All four inmates who have sued have asked the federal court in Macon to treat their suits as a class action so any resolution that benefits Gumm would apply to all the men housed in the isolation unit.
Haney also wrote in the released excerpt: “The unusually severe and deprived conditions, practices and procedures that exist at (the SMU), the uncertainty prisoners experience over whether and how they can obtain or hasten their release, the very long duration of the SMU sentences that prisoners are required to serve and the disproportionate number of mentally ill prisoners who are housed in this unit represent a truly toxic and extremely dangerous combination of factors and forces.’ Dr.

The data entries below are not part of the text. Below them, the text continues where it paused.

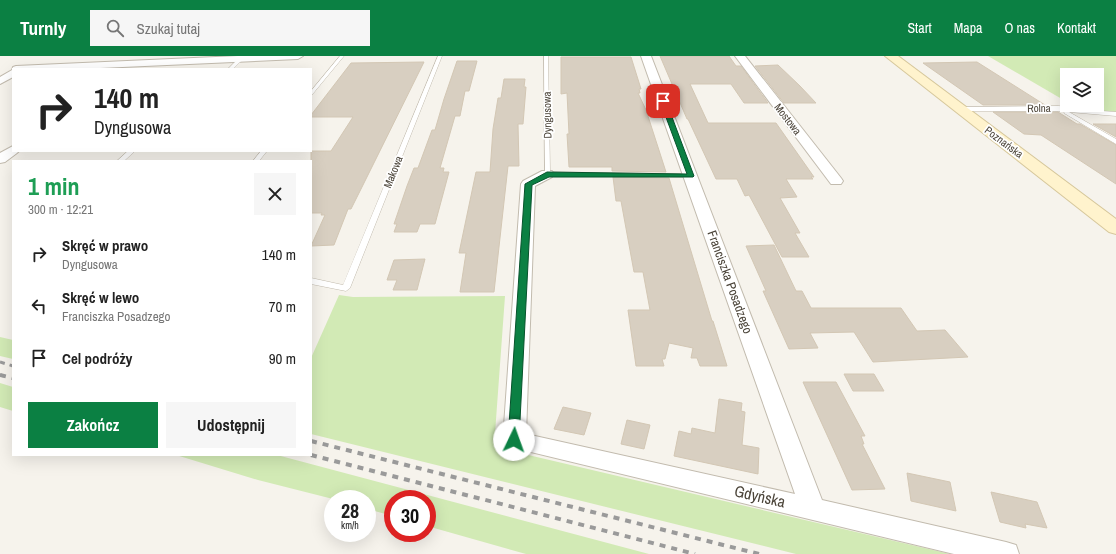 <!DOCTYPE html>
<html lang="pl">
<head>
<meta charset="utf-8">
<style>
	body { margin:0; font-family:"Archivo Narrow",sans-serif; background:#f6f6f6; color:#222; height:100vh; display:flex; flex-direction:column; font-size:15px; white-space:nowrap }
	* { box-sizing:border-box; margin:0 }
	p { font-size:13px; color:#767676 }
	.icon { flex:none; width:22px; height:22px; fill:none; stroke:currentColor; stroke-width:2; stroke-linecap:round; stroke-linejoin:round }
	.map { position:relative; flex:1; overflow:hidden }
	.drawer { position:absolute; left:12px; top:104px; width:300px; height:296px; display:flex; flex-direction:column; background:#fff; border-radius:0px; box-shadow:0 4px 16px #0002 }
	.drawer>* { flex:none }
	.top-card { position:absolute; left:12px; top:12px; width:300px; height:84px; border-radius:0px; box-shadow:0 4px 16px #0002; background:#fff; color:#222; overflow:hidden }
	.buttons { position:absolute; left:1060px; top:12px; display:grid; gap:8px }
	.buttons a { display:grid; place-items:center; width:44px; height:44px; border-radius:0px; background:#fff; box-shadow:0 4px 16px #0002; font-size:20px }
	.speed { position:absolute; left:324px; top:434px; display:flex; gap:8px; font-size:20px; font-weight:700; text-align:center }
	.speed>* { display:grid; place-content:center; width:52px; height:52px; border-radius:50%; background:#fff; box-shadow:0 4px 16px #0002; line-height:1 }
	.speed small { font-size:10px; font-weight:400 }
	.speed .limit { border:6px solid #d22; background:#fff; color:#111 }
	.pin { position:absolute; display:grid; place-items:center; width:34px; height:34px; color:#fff; margin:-17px; border-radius:8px; box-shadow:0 2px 6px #0006 }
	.me { position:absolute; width:44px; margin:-22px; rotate:3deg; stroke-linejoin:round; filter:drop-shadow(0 0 3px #0008) }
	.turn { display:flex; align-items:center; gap:14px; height:84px; padding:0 16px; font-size:18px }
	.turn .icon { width:52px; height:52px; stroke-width:2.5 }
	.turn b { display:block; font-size:28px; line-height:34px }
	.round { display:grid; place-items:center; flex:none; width:42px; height:42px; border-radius:0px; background:#f6f6f6 }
	.overview { display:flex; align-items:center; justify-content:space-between; height:68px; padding:0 16px }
	h1 { font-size:24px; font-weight:700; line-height:30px; color:#1e9e55 }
	.action { display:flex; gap:8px; margin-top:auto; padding:8px 16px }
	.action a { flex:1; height:46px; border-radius:0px; background:#0b8043; color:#fff; font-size:16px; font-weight:700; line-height:46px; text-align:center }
	.action a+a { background:#f6f6f6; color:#222 }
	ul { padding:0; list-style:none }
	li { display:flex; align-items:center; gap:12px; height:52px; padding:0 16px }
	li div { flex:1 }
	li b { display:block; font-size:15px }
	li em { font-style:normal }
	header { display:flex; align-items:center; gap:24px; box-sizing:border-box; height:56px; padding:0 20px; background:#0b8043; color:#fff }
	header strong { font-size:19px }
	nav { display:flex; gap:22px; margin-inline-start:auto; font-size:14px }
	.search { width:280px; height:36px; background:#f6f6f6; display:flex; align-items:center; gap:10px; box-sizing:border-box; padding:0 14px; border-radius:0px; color:#767676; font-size:15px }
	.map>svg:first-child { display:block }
	.green { fill:#d2eab5 }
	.building { fill:#d8cfc1; stroke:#d3c7b4 }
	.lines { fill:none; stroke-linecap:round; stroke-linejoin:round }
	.service-casing { stroke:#c2bbae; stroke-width:1 }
	.minor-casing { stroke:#c2bbae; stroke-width:2 }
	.secondary-casing { stroke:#d6c79b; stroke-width:2 }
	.service { fill:#fff; fill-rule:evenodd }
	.minor { fill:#fff; fill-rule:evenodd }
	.secondary { fill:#fff3cd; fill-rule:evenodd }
	.rail-far1 { stroke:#9a9a9a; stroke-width:3; stroke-dasharray:5 5; stroke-linecap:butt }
	.rail { stroke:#9a9a9a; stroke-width:4; stroke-dasharray:6 6; stroke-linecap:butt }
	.route { fill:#0b8043; stroke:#07532c }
	.labels { text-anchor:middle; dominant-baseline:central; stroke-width:3.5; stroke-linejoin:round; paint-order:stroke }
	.far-street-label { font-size:11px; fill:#4b4439; stroke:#fff }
	.street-label { font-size:13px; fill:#4b4439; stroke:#fff }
	.near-street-label { font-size:16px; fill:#4b4439; stroke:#fff }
</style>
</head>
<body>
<header>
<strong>Turnly</strong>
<div class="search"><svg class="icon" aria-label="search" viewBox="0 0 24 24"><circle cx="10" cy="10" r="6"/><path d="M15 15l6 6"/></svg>Szukaj tutaj</div>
<nav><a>Start</a><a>Mapa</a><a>O nas</a><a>Kontakt</a></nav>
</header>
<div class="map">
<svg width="1116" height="498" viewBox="0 0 1116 498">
	<rect width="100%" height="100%" fill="#f6f3ec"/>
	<g class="green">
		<polygon points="988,0 1116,0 1116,56 1079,54 1072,49 1097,49 1097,19 1067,19 1067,46"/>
		<polygon points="339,239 353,241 505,240 494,391 950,498 796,498 311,378 311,302"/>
		<polygon points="0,281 13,284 13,303 0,300"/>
		<polygon points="0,327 13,331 13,355 0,351"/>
		<polygon points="176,399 277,399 649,498 526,498 427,470 427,443 393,443 393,460 367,453 367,443 333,443 258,424"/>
	</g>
	<g class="building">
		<polygon points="660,0 729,0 736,10 741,10 768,47 744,47 731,28 690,28 708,67 776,67 814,121 811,121 813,123 786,123 797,141 780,142 800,177 795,177 809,201 782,201 749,139 745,140 737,123 716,123 688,63 687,63"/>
		<polygon points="561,1 631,1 641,33 639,33 640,37 638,37 646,54 666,116 612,115 612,111 569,111 567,78 569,78 567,37 561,38"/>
		<polygon points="457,5 477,5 469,35 465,35 460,60 455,60 440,112 444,112 443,116 449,116 435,168 420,168 417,176 394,176 397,168 394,168 407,130 414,112 418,112 432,74 435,74 444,43"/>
		<polygon points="424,6 362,131 351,153 348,153 334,189 311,190 325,159 321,159 322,157 311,157 311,95 331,95 353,61 311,61 311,59 351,7"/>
		<polygon points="977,6 1045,49 983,49 923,7"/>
		<polygon points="778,9 800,30 816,47 784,47 755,10"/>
		<polygon points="504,23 525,23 524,31 526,31 523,68 518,68 519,110 508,110 494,236 460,236 466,197 459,197 476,116 490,116 493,73 498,42 501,42"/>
		<polygon points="993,56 1058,56 1077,68 1080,68 1116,89 1116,128 1041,79 1024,78"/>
		<polygon points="1093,68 1116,68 1116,81"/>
		<polygon points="613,121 669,122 712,265 713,265 727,310 700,310 697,302 691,302 693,292 669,287 665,303 662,303 664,310 636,310 628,254 650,254 643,216 634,216 621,145 616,145"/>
		<polygon points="774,189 796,235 802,235 811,252 901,252 917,275 945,274 968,301 873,306 854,276 810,277 818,292 789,293 763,235 766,235 746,190"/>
		<polygon points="425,203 417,234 393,234 397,224 387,224 394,204"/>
		<polygon points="844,318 874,318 884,335 853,335"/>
		<polygon points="803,326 836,326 865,380 861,380 864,388 862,388 885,433 852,434"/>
		<polygon points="719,343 742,347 741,355 745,356 742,389 759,392 758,418 674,400 679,375 691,378 692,372 715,377"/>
		<polygon points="563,351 591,357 584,379 554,373"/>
		<polygon points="627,364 650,369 644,393 621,388"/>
		<polygon points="907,417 950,426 956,455 911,445"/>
		<polygon points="991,436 1037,446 1047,472 1025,468 1026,472 1000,466"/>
	</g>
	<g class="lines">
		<g class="service-casing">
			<g id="service">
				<polygon points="340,0 344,0 311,40 311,35"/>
				<polygon points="438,0 442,0 350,232 346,235 311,228 311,222 343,229"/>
				<polygon points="544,0 548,0 550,116 691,118 694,120 693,121 545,119"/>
				<polygon points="240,1 244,2 233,13 228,13"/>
				<polygon points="1059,50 1075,53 1116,56 1116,60 1069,56 1116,83 1116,88 1064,57 1065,55 961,55 958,53 961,51"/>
				<polygon points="128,95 135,95 124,105 117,105"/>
				<polygon points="261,95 267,95 259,105 253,105"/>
			</g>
		</g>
		<g class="minor-casing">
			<g id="minor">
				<polygon points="238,0 303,0 298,3 78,13 13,13 13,21 0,28 0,21 12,14 13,11 16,10"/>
				<polygon points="641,0 651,0 822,444 1006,486 1016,489 1019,498 954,498 506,390 503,384 521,128 523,125 542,115 552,115 554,118 552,121 535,130 526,378 795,438"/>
				<polygon points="735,0 745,0 841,122 843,125 841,128 831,128"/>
				<polygon points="13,90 13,95 19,95 17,97 5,106 0,107 0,97"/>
			</g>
		</g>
		<g class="secondary-casing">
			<polygon id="secondary" points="885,0 898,0 1116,163 1116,178 1109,176"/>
		</g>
		<use href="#service" class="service"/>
		<use href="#minor" class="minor"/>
		<use href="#secondary" class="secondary"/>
		<g class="rail-far1">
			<polyline points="0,306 13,310"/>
			<polyline points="0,319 4,320"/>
		</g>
		<g class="rail">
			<polyline points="0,319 13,322"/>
			<polyline points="311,385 759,498"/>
			<polyline points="311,399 695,498"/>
		</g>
	</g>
	<polygon class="route" points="663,43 666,45 694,120 693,121 549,121 532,129 519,384 518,387 514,388 510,387 508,384 525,128 547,116 687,118 660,45"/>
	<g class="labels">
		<g class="far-street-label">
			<text transform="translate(1039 52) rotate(-1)">Rolna</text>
			<text transform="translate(547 59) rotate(-91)">Dyngusowa</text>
			<text transform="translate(788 63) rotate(52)">Mostowa</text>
			<text transform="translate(1004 86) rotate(37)">Poznańska</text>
			<text transform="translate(393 116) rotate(-68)">Makowa</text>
		</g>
		<g class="street-label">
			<text transform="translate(730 226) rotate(70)">Franciszka Posadzego</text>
		</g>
		<g class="near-street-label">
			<text transform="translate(760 440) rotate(13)">Gdyńska</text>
		</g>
	</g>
</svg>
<div class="buttons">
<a><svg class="icon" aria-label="layers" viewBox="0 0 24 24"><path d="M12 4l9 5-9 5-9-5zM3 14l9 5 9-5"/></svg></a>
</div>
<div class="speed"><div>28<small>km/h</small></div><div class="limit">30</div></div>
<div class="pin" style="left:663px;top:45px;background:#d93025"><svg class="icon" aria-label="arrive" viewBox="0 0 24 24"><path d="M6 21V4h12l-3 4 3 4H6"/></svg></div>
<svg class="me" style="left:514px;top:384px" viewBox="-20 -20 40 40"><circle r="19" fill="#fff"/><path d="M0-13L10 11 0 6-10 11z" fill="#0b8043"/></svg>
<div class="top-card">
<div class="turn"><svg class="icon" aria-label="right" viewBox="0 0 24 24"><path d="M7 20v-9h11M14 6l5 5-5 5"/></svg><div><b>140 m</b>Dyngusowa</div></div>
</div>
<section class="drawer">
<div class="overview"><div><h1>1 min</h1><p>300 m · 12:21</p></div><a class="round"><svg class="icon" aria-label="close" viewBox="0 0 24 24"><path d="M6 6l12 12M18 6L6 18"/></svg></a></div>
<ul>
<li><svg class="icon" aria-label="right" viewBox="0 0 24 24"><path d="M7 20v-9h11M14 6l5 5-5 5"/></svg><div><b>Skręć w prawo</b><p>Dyngusowa</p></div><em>140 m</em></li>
<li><svg class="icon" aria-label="left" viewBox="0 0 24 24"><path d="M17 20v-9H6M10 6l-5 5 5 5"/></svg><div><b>Skręć w lewo</b><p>Franciszka Posadzego</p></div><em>70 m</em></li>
<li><svg class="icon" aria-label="arrive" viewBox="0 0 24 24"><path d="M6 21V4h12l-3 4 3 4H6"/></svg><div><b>Cel podróży</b></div><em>90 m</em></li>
</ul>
<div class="action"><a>Zakończ</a><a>Udostępnij</a></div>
</section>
</div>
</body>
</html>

Haney also offers the dire warning that that individuals now in the SMU remain ‘at grave risk of harm,’ which ‘may be irreversible and even fatal.’”
The Department of Corrections declined to comment on pending litigation.
But even as the two sides compile evidence and depose witnesses, Geraghty has asked the state Department of Corrections to make some immediate changes to the isolation unit. She asked to increase the time inmates are allowed out of their cells and to limit inmate stays inside the two most restrictive wings to 14 days. She also asked that all inmates inside the special unit undergo psychological evaluations and that those already suffering “adverse psychological effects” be removed.
The prison system uses a "tier program," to assign various degrees of isolation to discipline trouble inmates. The "special management unit" (SMU) was meant for almost 200 of the prison's most dangerous inmates. Cell doors are solid metal and have small, grated windows that are blocked by a sliding metal cover.
After he was implicated in an escape attempt plot at Telfair State Prison, Gumm spent more than seven years in a 7-foot by 13-foot cell in the special unit with no outside air or sunlight.
Although he was later cleared in the escape attempt, for a long while, Gumm remained in SMU where he had no contact with anyone other than a correctional officer who slid a food tray through a slot in the metal door.
After the first 90 days, SMU inmates can leave their cells for extremely limited periods of time, Gumm’s lawsuit said.
“Phases” of SMU allow inmates slightly more freedom, such as four 15-minute phone calls a month, out-of-cell showers while still handcuffed and shackled or time in an exercise pen twice a week. SMU inmates initially get no visitors though they can eventually earn “no contact” visits with family.
Five months after Gumm filed his lawsuit, armed robber and kidnapper Fred Dalton Brooks brought his own complaint, making the same allegations. Brooks had been in SMU almost 3 1/2 years when he filed his suit in July 2015.
Inmate Tamarkus Wright, serving life for armed robbery, filed his handwritten suit in November 2016, more than four years after he was placed in SMU.
An attorney for Miguel Jackson, in prison until 2048 for armed robbery, filed a federal lawsuit in Macon last January, alleging the inmate he was placed in SMU seven years earlier in retaliation for filing a lawsuit accusing officers of beating him.
Facts on the Georgia Diagnostic prison:
- The Georgia Diagnostic and Classification Prison is a "close security" facility that holds almost 2,500 inmates near Jackson and just 50 miles south of Atlanta.
- It's where inmates entering the prison system are initially housed until they can receive a permanent assignment. It is also where Georgia's Death Row is located and where lethal injections are carried out.
- GDCP is the only prison with a special management unit. Eight other facilities have similar but less-restrictive units for troubled inmates — the Georgia State Prison at Reidsville and Hays, Hancock Macon, Valdosta, Telfair, Smith and Ware State Prisons.